FCC Chief Martin Wants to Open TV Channels for Wireless Gadgets

by Ted Hearn -- Multichannel News, 10/19/2008 8:00:00 PM

Over the strong objections of TV stations owners and cable operators, Federal Communications Commission chairman Kevin Martin wants to open vacant TV channels for broadband communications by anyone using a compliant low-power, handheld device.

After years of fierce debate in which cable and broadcasters squared off against the giants of Silicon Valley, Martin said last Wednesday that unused spectrum adjacent to existing TV channels — so-called white spaces — can be utilized by mobile devices without interfering with over-the-air TV reception in millions of American homes.

Martin’s support was based on the findings of an FCC engineering study released last Wednesday night.

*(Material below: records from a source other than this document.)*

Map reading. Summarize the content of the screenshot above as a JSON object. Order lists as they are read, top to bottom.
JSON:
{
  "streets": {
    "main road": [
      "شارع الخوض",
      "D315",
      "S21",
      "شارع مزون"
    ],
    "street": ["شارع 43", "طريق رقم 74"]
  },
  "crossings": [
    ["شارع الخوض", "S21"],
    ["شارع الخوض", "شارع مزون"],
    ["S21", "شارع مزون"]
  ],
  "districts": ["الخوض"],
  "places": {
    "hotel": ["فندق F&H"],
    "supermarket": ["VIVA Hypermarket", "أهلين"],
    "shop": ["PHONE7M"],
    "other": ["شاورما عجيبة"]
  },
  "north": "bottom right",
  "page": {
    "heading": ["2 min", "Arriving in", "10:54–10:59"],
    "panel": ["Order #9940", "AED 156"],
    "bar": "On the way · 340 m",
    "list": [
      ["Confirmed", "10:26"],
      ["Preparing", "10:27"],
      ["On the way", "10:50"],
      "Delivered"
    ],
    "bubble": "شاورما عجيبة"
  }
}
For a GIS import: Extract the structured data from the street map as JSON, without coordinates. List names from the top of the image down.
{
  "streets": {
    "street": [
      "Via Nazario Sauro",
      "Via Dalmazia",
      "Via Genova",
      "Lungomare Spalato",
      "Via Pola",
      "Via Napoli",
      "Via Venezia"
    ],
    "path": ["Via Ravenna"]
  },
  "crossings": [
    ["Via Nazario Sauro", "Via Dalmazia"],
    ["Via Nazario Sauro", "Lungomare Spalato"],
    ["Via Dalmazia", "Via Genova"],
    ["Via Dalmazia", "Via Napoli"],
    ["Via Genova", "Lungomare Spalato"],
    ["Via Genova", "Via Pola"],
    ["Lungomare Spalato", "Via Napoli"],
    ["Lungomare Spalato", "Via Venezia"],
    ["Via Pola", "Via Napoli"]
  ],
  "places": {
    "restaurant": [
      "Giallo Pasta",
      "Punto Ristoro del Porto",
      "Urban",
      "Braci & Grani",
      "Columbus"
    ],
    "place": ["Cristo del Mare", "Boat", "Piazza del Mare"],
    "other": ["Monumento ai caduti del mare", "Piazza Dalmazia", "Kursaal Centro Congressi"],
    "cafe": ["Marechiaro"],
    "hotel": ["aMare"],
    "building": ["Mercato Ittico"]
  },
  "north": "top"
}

“The white-spaces issue has been something the engineers have been studying for a long time. The report they’re putting in the record is very thorough,” Martin said at a press briefing Wednesday afternoon. “The white spaces in between those channels can be utilized as long as they are not interfering with the local broadcast channels.”

The cable industry expressed concern that wireless devices operating on vacant TV channels could harm reception in homes where cable-ready TV sets were not snuggly attached to cable lines. Cable also expressed concern about interference at headends, where local TV singals are received and processed.

“While we are still reviewing the entire report, it does confirm that the direct pickup interference concerns we raised in previous filings were valid and millions of consumers will encounter interference on their TVs if the devices are approved at the high power levels that have been proposed,” said National Cable & Telecommunications Association spokesman Brian Dietz.

At a minimum, the NCTA had asked the commission to ensure that unlicensed devices won’t operate at power levels capable of creating interference in cable homes.

Martin’s proposal, however, would allow unlicensed devices to operate at power levels much higher than the maximums sought by the NCTA. Martin, who needs the votes of two FCC members to prevail, said he wants the FCC to adopt his plan at the agency’s Nov. 4 meeting here.

FCC approval would represent a big policy triumph for the White Spaces Coalition, an advocacy group formed by Internet and computer-industry powerhouses Google, Microsoft, Intel, Dell and Hewlett-Packard.

Michael Calabrese, director of the Wireless Future Program at the New America Foundation, supported exploitation of the TV band’s white spaces.

“Our only concern is that the [FCC] may unduly restrict the power levels that can be used on channels adjacent to full-power TV stations,” Calabrese said.

Each TV market has many channels — the exact number varies by market size — that were deliberately left vacant to provide interference protection to incumbent stations within the same local market and in adjacent markets. Rural markets tend to have more white spaces than urban markets.

The White Spaces Coalition argued that such valuable slices of the airwaves could be used by low-power devices on an unlicensed basis without interfering with TV reception.

The National Association of Broadcasters and the Association for Maximum Service Television repeatedly claimed that open access to the spectrum would have a devastating impact on broadcast TV because field testing showed that the wireless devices could not routinely stay off channels being used by TV stations.

“Allowing millions of unlicensed devices, which rely exclusively on sensing to avoid interference, on to TV channels will decimate digital television reception across the country,” MSTV president David Donovan said in a statement Wednesday night.

The NAB has indicated that white-spaces spectrum should be auctioned, an approach Martin rejected. He declined to explain his decision when asked by a reporter.